About this exercise
Set down exactly the first line of the entries and every line after it, through the line with "padding:7px; border-radius:50%; background:var(--accent);".

(Source records begins)

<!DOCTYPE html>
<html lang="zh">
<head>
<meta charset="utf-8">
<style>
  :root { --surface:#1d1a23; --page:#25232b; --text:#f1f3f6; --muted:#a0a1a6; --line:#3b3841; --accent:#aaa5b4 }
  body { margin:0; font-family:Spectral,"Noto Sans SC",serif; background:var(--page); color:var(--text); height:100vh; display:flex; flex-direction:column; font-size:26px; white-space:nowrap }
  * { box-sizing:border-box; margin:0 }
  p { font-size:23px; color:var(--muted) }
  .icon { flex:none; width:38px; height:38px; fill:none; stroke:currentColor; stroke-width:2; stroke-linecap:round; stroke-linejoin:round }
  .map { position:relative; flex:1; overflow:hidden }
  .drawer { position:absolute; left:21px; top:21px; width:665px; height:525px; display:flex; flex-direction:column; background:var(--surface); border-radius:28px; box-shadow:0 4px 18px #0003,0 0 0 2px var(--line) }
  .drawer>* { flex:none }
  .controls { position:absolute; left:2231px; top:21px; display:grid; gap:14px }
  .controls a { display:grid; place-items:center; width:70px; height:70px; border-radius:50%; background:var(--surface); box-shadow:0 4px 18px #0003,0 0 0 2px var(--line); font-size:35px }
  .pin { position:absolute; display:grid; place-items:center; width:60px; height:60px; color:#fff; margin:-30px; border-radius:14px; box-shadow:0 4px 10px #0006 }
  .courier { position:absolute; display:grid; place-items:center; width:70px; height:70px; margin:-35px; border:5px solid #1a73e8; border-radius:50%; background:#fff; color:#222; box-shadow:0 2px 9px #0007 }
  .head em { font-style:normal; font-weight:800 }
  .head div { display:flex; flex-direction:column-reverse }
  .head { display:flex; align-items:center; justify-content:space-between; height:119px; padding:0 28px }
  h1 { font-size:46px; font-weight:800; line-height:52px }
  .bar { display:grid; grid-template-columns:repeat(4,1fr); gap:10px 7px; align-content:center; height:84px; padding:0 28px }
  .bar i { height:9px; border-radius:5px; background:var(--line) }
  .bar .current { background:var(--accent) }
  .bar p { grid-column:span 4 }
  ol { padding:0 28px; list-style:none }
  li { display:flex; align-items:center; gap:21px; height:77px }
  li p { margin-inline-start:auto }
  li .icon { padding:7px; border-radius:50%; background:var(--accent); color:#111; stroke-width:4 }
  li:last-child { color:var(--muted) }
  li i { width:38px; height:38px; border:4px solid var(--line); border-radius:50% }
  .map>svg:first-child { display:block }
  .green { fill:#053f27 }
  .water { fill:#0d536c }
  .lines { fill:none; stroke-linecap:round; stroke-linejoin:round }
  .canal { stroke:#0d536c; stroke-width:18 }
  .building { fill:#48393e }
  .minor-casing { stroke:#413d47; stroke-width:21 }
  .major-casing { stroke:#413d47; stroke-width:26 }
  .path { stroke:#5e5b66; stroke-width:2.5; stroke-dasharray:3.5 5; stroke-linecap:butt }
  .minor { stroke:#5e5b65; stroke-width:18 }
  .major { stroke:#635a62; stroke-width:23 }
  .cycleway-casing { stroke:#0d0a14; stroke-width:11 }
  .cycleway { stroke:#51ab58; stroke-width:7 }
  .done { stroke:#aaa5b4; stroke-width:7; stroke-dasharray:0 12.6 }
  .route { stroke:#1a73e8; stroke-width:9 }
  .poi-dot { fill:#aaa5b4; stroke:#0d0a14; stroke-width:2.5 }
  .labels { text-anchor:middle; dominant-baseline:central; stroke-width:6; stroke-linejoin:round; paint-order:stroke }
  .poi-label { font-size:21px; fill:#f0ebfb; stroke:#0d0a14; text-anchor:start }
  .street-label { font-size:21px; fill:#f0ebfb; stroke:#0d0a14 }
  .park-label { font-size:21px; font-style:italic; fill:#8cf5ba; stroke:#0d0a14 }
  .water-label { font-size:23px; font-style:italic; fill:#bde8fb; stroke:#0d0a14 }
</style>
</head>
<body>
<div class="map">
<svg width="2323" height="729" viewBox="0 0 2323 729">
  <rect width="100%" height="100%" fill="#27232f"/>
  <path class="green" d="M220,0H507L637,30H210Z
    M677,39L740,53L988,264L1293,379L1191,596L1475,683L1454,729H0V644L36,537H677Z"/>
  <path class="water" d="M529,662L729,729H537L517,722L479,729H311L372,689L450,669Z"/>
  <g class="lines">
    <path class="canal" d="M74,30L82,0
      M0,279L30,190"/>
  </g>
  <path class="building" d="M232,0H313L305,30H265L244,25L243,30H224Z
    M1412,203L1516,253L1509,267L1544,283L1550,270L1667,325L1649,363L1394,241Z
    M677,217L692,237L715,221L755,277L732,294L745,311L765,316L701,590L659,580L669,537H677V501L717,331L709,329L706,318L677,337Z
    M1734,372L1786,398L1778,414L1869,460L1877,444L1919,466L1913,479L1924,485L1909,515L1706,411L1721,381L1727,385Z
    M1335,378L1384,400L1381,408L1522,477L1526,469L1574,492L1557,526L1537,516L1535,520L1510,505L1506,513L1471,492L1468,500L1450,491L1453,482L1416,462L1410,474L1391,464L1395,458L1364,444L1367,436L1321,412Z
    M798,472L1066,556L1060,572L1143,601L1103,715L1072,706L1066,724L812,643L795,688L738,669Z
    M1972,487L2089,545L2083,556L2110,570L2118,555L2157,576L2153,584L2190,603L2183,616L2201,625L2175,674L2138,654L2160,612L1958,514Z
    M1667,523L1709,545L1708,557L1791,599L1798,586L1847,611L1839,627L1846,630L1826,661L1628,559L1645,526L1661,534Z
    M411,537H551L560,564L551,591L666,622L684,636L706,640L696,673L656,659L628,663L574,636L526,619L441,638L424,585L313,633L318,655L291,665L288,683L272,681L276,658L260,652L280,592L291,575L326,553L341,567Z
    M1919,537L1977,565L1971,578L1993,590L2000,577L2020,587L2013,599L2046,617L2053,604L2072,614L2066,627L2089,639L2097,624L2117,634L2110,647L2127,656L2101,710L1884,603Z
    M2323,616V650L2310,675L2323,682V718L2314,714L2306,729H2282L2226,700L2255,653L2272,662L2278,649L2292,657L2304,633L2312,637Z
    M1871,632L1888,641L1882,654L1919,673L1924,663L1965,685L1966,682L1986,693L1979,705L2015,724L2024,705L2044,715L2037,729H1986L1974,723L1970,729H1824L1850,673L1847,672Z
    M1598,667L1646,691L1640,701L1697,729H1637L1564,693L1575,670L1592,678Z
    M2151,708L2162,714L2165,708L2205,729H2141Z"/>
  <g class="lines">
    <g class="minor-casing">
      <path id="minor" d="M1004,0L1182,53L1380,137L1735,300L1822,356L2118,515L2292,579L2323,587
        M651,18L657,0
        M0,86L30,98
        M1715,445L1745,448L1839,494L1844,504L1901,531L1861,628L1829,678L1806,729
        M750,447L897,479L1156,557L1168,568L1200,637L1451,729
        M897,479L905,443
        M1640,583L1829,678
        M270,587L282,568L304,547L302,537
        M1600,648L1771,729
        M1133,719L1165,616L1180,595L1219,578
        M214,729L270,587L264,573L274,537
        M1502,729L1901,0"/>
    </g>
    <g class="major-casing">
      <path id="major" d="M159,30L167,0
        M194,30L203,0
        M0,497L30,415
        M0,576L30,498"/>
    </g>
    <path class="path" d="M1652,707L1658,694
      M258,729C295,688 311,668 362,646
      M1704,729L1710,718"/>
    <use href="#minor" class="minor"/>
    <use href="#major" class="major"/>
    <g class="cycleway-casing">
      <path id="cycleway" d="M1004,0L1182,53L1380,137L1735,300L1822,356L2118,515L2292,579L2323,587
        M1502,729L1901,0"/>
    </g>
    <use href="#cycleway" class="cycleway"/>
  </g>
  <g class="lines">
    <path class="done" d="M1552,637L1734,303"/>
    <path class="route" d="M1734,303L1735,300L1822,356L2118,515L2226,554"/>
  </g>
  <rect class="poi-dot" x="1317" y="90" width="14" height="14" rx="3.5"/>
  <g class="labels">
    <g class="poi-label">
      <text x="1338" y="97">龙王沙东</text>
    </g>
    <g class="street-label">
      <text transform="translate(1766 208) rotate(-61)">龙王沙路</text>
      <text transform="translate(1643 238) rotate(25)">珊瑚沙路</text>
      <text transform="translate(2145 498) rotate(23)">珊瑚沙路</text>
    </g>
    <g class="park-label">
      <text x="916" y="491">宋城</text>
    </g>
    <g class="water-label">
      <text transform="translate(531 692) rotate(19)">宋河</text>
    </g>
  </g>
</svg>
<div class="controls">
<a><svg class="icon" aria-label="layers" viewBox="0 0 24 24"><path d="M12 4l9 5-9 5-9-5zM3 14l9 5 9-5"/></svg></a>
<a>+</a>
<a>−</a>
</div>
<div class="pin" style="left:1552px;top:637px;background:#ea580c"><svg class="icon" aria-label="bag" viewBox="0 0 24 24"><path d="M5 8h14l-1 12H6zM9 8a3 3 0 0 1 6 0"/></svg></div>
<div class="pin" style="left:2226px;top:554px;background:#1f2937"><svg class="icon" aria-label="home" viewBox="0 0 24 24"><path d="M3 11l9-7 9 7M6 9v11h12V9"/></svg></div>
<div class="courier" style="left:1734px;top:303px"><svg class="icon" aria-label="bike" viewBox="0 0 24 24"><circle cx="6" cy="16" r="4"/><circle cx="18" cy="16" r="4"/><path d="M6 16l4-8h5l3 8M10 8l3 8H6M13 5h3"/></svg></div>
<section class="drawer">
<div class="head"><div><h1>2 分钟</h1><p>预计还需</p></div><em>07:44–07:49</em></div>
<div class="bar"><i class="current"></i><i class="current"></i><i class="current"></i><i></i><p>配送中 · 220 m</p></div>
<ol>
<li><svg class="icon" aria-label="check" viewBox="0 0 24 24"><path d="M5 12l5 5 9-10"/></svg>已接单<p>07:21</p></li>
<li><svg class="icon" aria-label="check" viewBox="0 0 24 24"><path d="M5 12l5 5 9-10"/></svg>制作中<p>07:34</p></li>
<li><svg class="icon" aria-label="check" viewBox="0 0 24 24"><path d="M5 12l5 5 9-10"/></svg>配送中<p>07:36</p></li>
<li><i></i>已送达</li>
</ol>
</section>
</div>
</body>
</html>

(Source records ends)

Output for this task
<!DOCTYPE html>
<html lang="zh">
<head>
<meta charset="utf-8">
<style>
  :root { --surface:#1d1a23; --page:#25232b; --text:#f1f3f6; --muted:#a0a1a6; --line:#3b3841; --accent:#aaa5b4 }
  body { margin:0; font-family:Spectral,"Noto Sans SC",serif; background:var(--page); color:var(--text); height:100vh; display:flex; flex-direction:column; font-size:26px; white-space:nowrap }
  * { box-sizing:border-box; margin:0 }
  p { font-size:23px; color:var(--muted) }
  .icon { flex:none; width:38px; height:38px; fill:none; stroke:currentColor; stroke-width:2; stroke-linecap:round; stroke-linejoin:round }
  .map { position:relative; flex:1; overflow:hidden }
  .drawer { position:absolute; left:21px; top:21px; width:665px; height:525px; display:flex; flex-direction:column; background:var(--surface); border-radius:28px; box-shadow:0 4px 18px #0003,0 0 0 2px var(--line) }
  .drawer>* { flex:none }
  .controls { position:absolute; left:2231px; top:21px; display:grid; gap:14px }
  .controls a { display:grid; place-items:center; width:70px; height:70px; border-radius:50%; background:var(--surface); box-shadow:0 4px 18px #0003,0 0 0 2px var(--line); font-size:35px }
  .pin { position:absolute; display:grid; place-items:center; width:60px; height:60px; color:#fff; margin:-30px; border-radius:14px; box-shadow:0 4px 10px #0006 }
  .courier { position:absolute; display:grid; place-items:center; width:70px; height:70px; margin:-35px; border:5px solid #1a73e8; border-radius:50%; background:#fff; color:#222; box-shadow:0 2px 9px #0007 }
  .head em { font-style:normal; font-weight:800 }
  .head div { display:flex; flex-direction:column-reverse }
  .head { display:flex; align-items:center; justify-content:space-between; height:119px; padding:0 28px }
  h1 { font-size:46px; font-weight:800; line-height:52px }
  .bar { display:grid; grid-template-columns:repeat(4,1fr); gap:10px 7px; align-content:center; height:84px; padding:0 28px }
  .bar i { height:9px; border-radius:5px; background:var(--line) }
  .bar .current { background:var(--accent) }
  .bar p { grid-column:span 4 }
  ol { padding:0 28px; list-style:none }
  li { display:flex; align-items:center; gap:21px; height:77px }
  li p { margin-inline-start:auto }
  li .icon { padding:7px; border-radius:50%; background:var(--accent); color:#111; stroke-width:4 }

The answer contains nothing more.